NetXen HP NC522SFP Network Flooding

I had a very fun weekend. It started at 4am Saturday with a migration of ~125 virtual machines from an old AMD based environment to a new Intel Nehalem based environment. Who could’ve known that within a few hours all hell would’ve broken loose.

Enter in problem of network flooding from the NetXen based HP branded NC522SFP.  Because all of the 10GbE ports from the (9) new ESXi servers were creating thousands of pause frames on the Cisco Nexus 5020 switches, I thought originally that it was an issue on the switch.  Talks with Cisco revealed nothing.  We attempted to disconnect one of the connected ports (each ESXi host is dual connected into a pair of N5Ks using vPC) to remove a potential spanning tree loop….no dice.

A reboot of the host resolved the problem, things appeared to be running normally and we decided to let it be and wait until Monday.

10 hours goes by, it is now Sunday morning and the problem returns.  First host loses storage (we’re doing NFS over 10GbE here), then two more…until all 9 in this cluster are pretty much toast.  I decide to open a ticket with VMware.  Wouldn’t you know, there is a potential known bug and resolution.

Bug 496013

Description: Some NetXen based 10GbE cards using the unm_nic and nx_nic drivers sometime flood the network with pause frames causing the port to become disabled.

Resolution: NetXen believes upgrading the firmware to version 4.0.516 will resolve the problem.

I’ve gone ahead and patched 4 of the hosts with this new firmware, so far it has been stable (knock on wood).   I’ll let you know if something happens.

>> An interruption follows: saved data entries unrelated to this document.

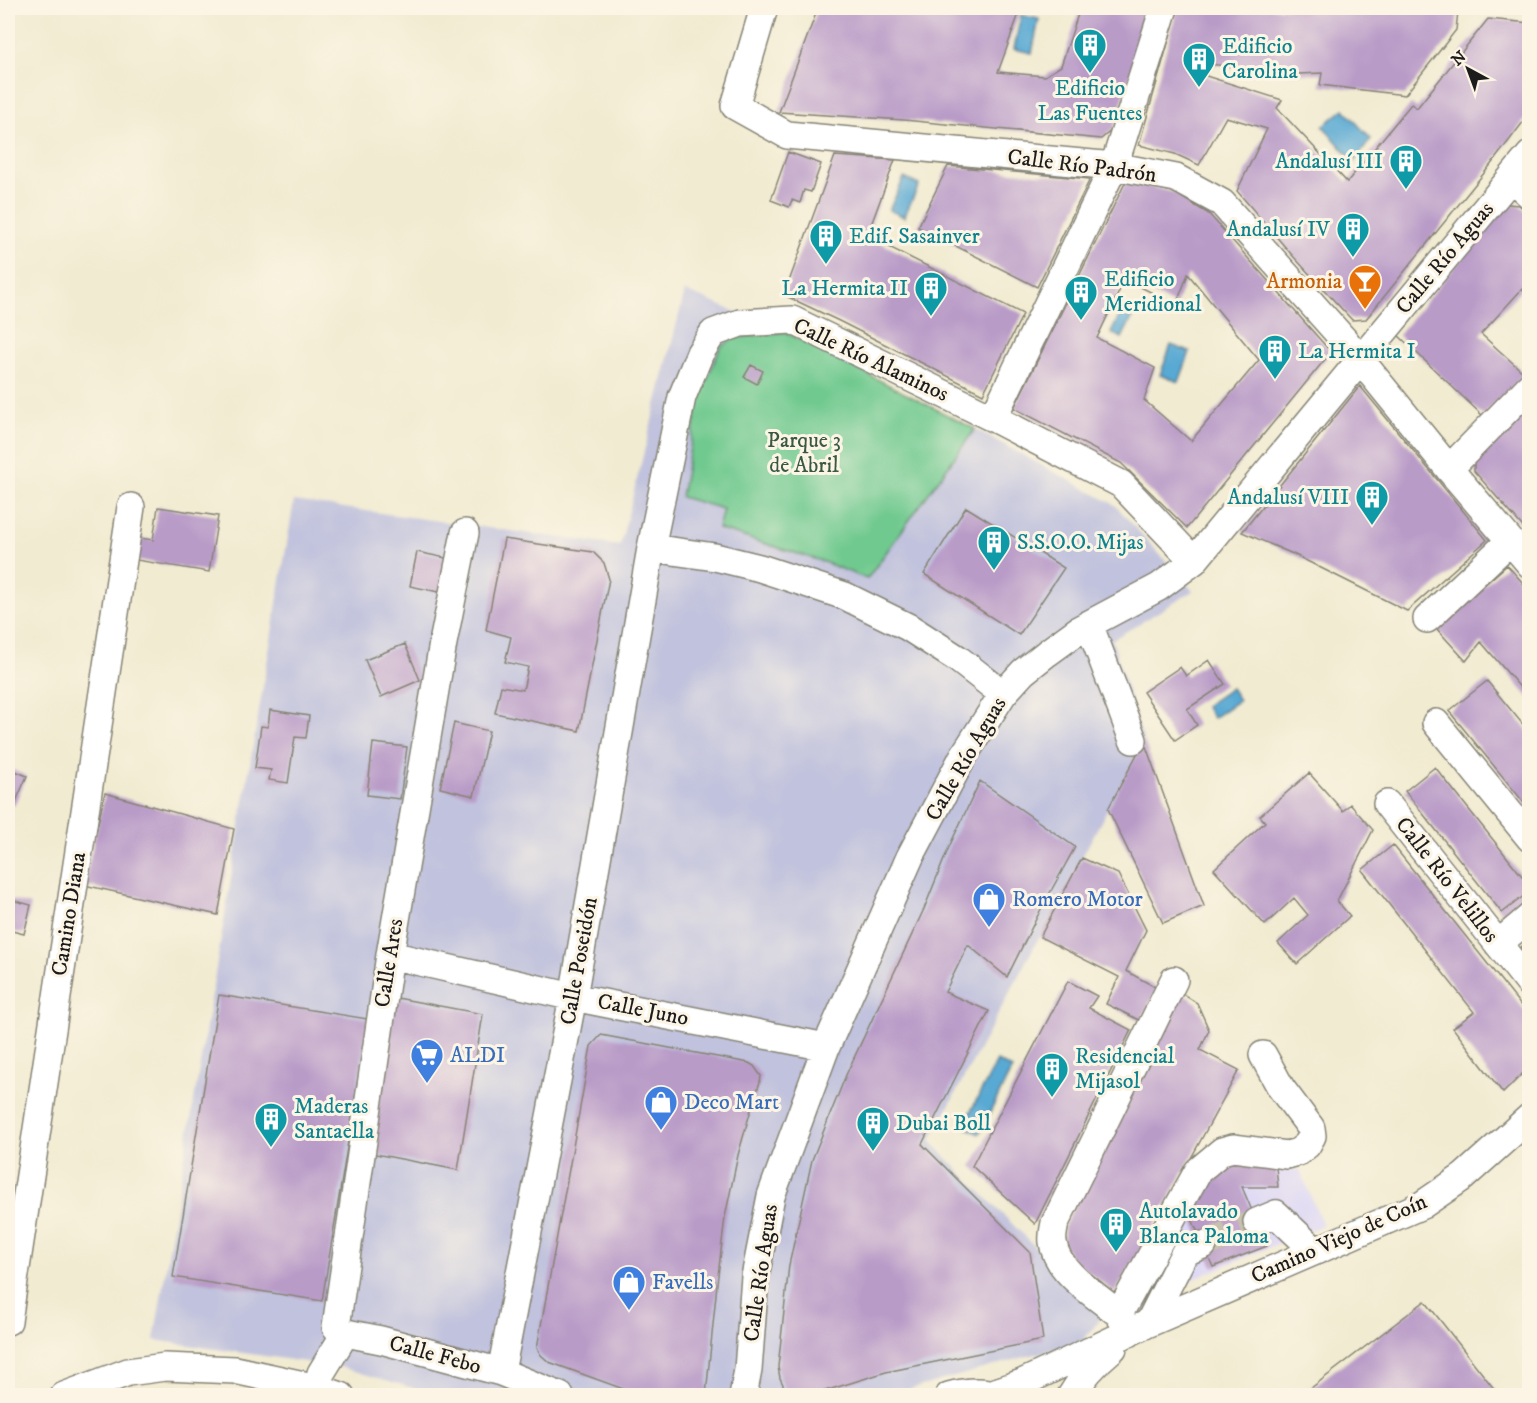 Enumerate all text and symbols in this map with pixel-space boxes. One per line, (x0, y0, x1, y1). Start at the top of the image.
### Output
building icon: Edificio Las Fuentes (1072, 27, 1108, 74)
place label: Edificio Carolina (1222, 33, 1299, 85)
north arrow (1438, 39, 1498, 99)
building icon: Edificio Carolina (1181, 41, 1217, 88)
text: N (1447, 47, 1470, 70)
place label: Edificio Las Fuentes (1038, 75, 1142, 127)
street label: Calle Río Padrón (1006, 143, 1159, 189)
building icon: Andalusí III (1388, 143, 1424, 190)
place label: Andalusí III (1275, 148, 1383, 175)
street label: Calle Río Aguas (1390, 196, 1500, 320)
building icon: Andalusí IV (1335, 211, 1371, 258)
place label: Andalusí IV (1226, 216, 1331, 243)
building icon: Edif. Sasainver (808, 218, 844, 265)
place label: Edif. Sasainver (849, 223, 981, 250)
bar icon: Armonia (1347, 263, 1383, 310)
place label: Edificio Meridional (1104, 266, 1202, 318)
place label: Armonia (1266, 268, 1343, 295)
building icon: La Hermita II (913, 270, 949, 317)
building icon: Edificio Meridional (1063, 274, 1099, 321)
place label: La Hermita II (781, 275, 908, 302)
street label: Calle Río Alaminos (789, 312, 953, 408)
building icon: La Hermita I (1257, 333, 1293, 380)
place label: La Hermita I (1298, 338, 1416, 365)
park label: Parque 3 de Abril (767, 427, 841, 479)
building icon: Andalusí VIII (1354, 479, 1390, 526)
place label: Andalusí VIII (1227, 484, 1349, 511)
building icon: S.S.O.O. Mijas (976, 524, 1012, 571)
place label: S.S.O.O. Mijas (1017, 529, 1144, 556)
street label: Calle Río Aguas (920, 692, 1012, 826)
street label: Calle Río Velillos (1390, 812, 1504, 948)
street label: Camino Diana (46, 849, 92, 978)
shop icon: Romero Motor (971, 881, 1007, 928)
place label: Romero Motor (1012, 886, 1144, 913)
street label: Calle Poseidón (554, 894, 604, 1027)
street label: Calle Ares (369, 917, 409, 1009)
street label: Calle Juno (595, 988, 691, 1032)
supermarket icon: ALDI (409, 1037, 445, 1084)
place label: ALDI (450, 1042, 505, 1069)
place label: Residencial Mijasol (1075, 1043, 1175, 1095)
building icon: Residencial Mijasol (1034, 1051, 1070, 1098)
shop icon: Deco Mart (643, 1084, 679, 1131)
place label: Deco Mart (684, 1089, 779, 1116)
place label: Maderas Santaella (294, 1093, 375, 1145)
building icon: Maderas Santaella (253, 1101, 289, 1148)
building icon: Dubai Boll (855, 1105, 891, 1152)
place label: Dubai Boll (896, 1110, 991, 1137)
street label: Camino Viejo de Coín (1247, 1188, 1432, 1290)
place label: Autolavado Blanca Paloma (1139, 1198, 1270, 1250)
street label: Calle Río Aguas (738, 1202, 784, 1344)
building icon: Autolavado Blanca Paloma (1098, 1206, 1134, 1253)
shop icon: Favells (611, 1264, 647, 1311)
place label: Favells (652, 1269, 713, 1296)
street label: Calle Febo (386, 1330, 484, 1380)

Checking which version of the firmware you’re running is simple. From a command-line (ESX or ESXi hidden CLI), type ethtool -i <vmnic#> (replace vmnic# with the alias to the vmnic you’d like to check).  You should see output similar to:

driver: nx_nic

version: 4.0.301

firmware-version: 4.0.406

bus-info: 0000:07:00.0

Update - Utility CD with firmware patch now included…

As you can see above, the firmware is out of date. To update the firmware you will need to boot from a Linux utility CD that has the appropriate driver, you then run a firmware update utility provided by HP.  To make this process easy I have created a bootable SLAX utility CD with the drivers pre-loaded. You can download the ISO from here (file temporarily removed). Once booted run the installer located in the root filesystem (ie: ./CP011471.scexe).

Let me know if you have any questions.


Posted under ESX 3.5 Tips, ESXi 3.5 Tips, Networking, Storage, vSphere, this blog has 2,003 views and 13 responses.

1 Star2 Stars3 Stars4 Stars5 Stars (No Ratings Yet)
Loading ... Loading ...

13 Comments so far

  1. Dimitri Rakviashvili
    3:35 am on February 12th, 2010

    Rick, it seems, that your advise is only 100 % right on the net. Today is 12’s day, after firmware upgrade, and everyting works fine.

    Thank you very much !

    Here is my config and method that worked for me (for everybody, who experineces same problem)

    HP Proliant ML 370 G6
    HP NC375i Integrated Quad Port Multifunction Gigabit Server Adapter (NetXen chip, 4 1GB ports)
    ESX (vSphere) 4 Update Pack 1
    nx_nic driver version : 4.0.301
    Nic fimrware version : 4.0.406

    Problem : exactly the same, as Rick wrote …

    Solution :

    NIC’s firmware upgrade to version : 4.0.516
    nx_nic driver version 4.0.301 works fine with this firmware (not tested with nx_nic 4.0.407, that is available)

    Method : Could not boot this server from SLAX, so used Windows instead. We have moved nic card to another machine with Windows Server 2008 x64 installed and used

    sp45328 update, available from HP.

    ESX BOOTS FINE after this and ethtool shows updated firmware version(4.0.516)

    One more thing. This adapter is fully programmable, ant its firmware can be loaded from OS, during driver/module init.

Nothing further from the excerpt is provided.